I work as a freelance photographer, based in London (the place to be). The phone rarely makes a sound these days, save the irksome tune of a low battery. Life is becoming tiresome and my relationships with women becoming more dysfunctional. Nights of decadence and frivolous sex, the women getting younger by the month if it lasts that long.

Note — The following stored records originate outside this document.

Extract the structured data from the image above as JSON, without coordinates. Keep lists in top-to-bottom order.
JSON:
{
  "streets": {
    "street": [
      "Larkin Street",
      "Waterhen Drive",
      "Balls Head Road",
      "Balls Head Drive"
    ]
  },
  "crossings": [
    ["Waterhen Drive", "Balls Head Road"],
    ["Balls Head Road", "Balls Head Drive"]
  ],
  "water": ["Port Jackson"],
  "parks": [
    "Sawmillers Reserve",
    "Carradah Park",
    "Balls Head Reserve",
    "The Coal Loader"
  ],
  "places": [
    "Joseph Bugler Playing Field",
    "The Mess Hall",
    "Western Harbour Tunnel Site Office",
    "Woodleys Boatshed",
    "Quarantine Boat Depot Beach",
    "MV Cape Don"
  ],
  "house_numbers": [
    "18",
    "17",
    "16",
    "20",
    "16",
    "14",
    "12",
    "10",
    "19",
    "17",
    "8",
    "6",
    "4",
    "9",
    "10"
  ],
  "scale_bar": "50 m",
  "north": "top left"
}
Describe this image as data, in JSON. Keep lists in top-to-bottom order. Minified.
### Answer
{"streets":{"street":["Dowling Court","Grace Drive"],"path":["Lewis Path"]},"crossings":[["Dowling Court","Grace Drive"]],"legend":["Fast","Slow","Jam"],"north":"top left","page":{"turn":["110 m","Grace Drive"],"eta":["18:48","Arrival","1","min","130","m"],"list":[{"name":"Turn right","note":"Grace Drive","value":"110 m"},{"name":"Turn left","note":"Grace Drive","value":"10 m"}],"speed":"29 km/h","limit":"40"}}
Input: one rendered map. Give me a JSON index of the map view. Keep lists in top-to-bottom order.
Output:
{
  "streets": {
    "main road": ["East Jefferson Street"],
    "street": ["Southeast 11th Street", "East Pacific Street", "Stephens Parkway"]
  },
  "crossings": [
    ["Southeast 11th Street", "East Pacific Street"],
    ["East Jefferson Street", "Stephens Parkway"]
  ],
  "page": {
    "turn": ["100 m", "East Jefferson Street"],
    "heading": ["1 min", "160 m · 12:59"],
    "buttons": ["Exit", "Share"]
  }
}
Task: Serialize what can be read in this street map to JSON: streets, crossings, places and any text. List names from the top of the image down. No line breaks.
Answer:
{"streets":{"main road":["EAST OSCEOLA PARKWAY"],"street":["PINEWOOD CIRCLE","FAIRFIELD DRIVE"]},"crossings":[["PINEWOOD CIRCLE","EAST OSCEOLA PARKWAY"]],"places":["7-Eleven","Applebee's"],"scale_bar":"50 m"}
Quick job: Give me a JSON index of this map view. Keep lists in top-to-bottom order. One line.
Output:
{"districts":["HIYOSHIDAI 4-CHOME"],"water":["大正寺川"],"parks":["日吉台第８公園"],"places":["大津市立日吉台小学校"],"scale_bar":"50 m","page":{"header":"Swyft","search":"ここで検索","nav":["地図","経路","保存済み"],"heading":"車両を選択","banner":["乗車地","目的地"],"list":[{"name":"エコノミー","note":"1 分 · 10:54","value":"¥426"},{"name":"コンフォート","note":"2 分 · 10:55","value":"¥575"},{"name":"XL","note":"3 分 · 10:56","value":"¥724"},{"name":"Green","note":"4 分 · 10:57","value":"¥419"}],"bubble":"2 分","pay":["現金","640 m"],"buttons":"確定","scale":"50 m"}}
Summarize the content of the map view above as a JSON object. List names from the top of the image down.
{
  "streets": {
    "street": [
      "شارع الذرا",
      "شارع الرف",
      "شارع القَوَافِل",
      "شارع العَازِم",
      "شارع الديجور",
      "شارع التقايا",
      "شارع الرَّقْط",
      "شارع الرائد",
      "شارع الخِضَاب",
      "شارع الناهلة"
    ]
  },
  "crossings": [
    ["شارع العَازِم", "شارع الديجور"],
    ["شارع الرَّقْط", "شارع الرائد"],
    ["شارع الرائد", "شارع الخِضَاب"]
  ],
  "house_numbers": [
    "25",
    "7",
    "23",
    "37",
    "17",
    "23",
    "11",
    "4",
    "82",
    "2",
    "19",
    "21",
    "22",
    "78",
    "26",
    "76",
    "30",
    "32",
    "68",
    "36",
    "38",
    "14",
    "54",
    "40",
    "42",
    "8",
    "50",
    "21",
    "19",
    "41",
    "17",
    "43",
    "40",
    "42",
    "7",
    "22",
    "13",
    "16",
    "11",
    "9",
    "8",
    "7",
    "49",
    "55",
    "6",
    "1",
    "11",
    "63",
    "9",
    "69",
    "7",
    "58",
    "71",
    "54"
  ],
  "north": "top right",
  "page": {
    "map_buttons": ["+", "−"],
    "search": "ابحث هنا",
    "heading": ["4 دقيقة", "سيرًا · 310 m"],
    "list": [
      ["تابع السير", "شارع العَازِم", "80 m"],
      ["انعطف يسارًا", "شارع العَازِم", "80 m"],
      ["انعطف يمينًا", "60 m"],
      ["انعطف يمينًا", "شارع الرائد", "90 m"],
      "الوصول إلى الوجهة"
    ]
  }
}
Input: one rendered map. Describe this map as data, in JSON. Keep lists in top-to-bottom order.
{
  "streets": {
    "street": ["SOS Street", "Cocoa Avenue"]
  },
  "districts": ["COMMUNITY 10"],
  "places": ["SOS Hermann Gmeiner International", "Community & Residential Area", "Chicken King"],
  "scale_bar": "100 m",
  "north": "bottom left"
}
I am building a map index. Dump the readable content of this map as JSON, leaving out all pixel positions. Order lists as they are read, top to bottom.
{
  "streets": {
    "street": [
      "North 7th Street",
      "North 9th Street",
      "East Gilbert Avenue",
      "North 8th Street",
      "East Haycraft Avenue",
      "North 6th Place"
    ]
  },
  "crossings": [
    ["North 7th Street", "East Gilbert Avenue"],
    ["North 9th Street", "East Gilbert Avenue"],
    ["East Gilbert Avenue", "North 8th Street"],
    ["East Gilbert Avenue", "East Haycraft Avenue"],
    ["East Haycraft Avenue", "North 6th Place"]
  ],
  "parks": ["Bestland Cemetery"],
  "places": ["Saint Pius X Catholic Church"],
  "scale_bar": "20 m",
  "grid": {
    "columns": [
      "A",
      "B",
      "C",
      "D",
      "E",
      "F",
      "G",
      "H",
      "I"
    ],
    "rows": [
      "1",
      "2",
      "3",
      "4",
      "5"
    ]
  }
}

My mint plant that sits on the window-ledge in the kitchen has grown three branches towards the light that now suffocates the shorter sprigs. I don’t have the interest to plant it. I’ve found the contrast of relative growth and death quite attractive. Perfectly balanced you may say. But time is running its course and the mint is desperate for rich fertile soil. Light has created the most beautiful shape of this plant: it has grown like an arm that stretches to the window, craving to climb through it to the garden. I watch it every morning while the kettle boils and tell myself that things must change. I must achieve sanitation before my whole head turns grey. Today they only brush against my ears and a few at my hairline which women (particularly young women) always comment on. They always mention George Clooney as though it will cause some satisfaction for me. I’m not entirely sure who he is if I’m honest, I’ve been meaning to type his name in on Google but there are always more important things to do, like watch my dear mint plant in its curious life while the kettle boils. The race between my hair and lifestyle has become an obsession. I watch business men on the Underground with contempt. Like soldiers in their crisp uniforms and stripy or dotted ties. Their phones always ring, answered with usually forced low voices to make them sound serious. There is nothing serious about what they do. My mint plant is serious, it is desperate at least. How grey is their hair? is my first question. They are never alone on these journeys. I have apparitions of their wives and children usually tugging at their crisp sleeves demanding something sweet. A new doll or a Ken to satisfy the blonde figure. I wonder of the inventor of Ken, as Barbie would naturally come first in the Garden of Eden for plastic toys. Of that I am sure.
I still can’t move my legs and I just caught a strong sense of Cinnamon that I burnt whilst going to bed last night as I inhaled my twentieth cigarette. I thought it would raise the morale in my flat, that specific flavour: cinnamon. Although mint can be quite refreshing apparently. I remember a man from my youth who suggested the Army as a good career move for me due to my physical and mental attributes. ‘You could rank highly in the forces’ is what he said. It didn’t interest me when I was younger, I considered it a marriage to an institute that is apparently hard to rid yourself of. Lying here now the prospect of running about the earth of war-torn land interests me even less. I was always more of a fist fighter in youth with a certain amount of glory in the ring. There is a photograph on my wall which I can see from this perspective. Muscles bulging after a boxing match with blood sprayed all over my vest and face. I remember feeling intensely vacant at the moment the shutter of that camera moved, and now it seems visible proof that twenty years ago I was vital and courageous. My parents ring me quite frequently and tell me to visit them, but I haven’t even the courage to walk in their house which is full of love and concern. What can I say to them? ‘
Oh, Jessy, yes. She’s twenty-one and we have sex when she’s not away at university. I have an obsession with the suppleness of her body which she knows nothing about. My phone hasn’t rang for work in almost seven months, although, I have a great collection of Man Ray style portraits which I sometimes masturbate over when Jessy hasn’t visited for more than five days. ’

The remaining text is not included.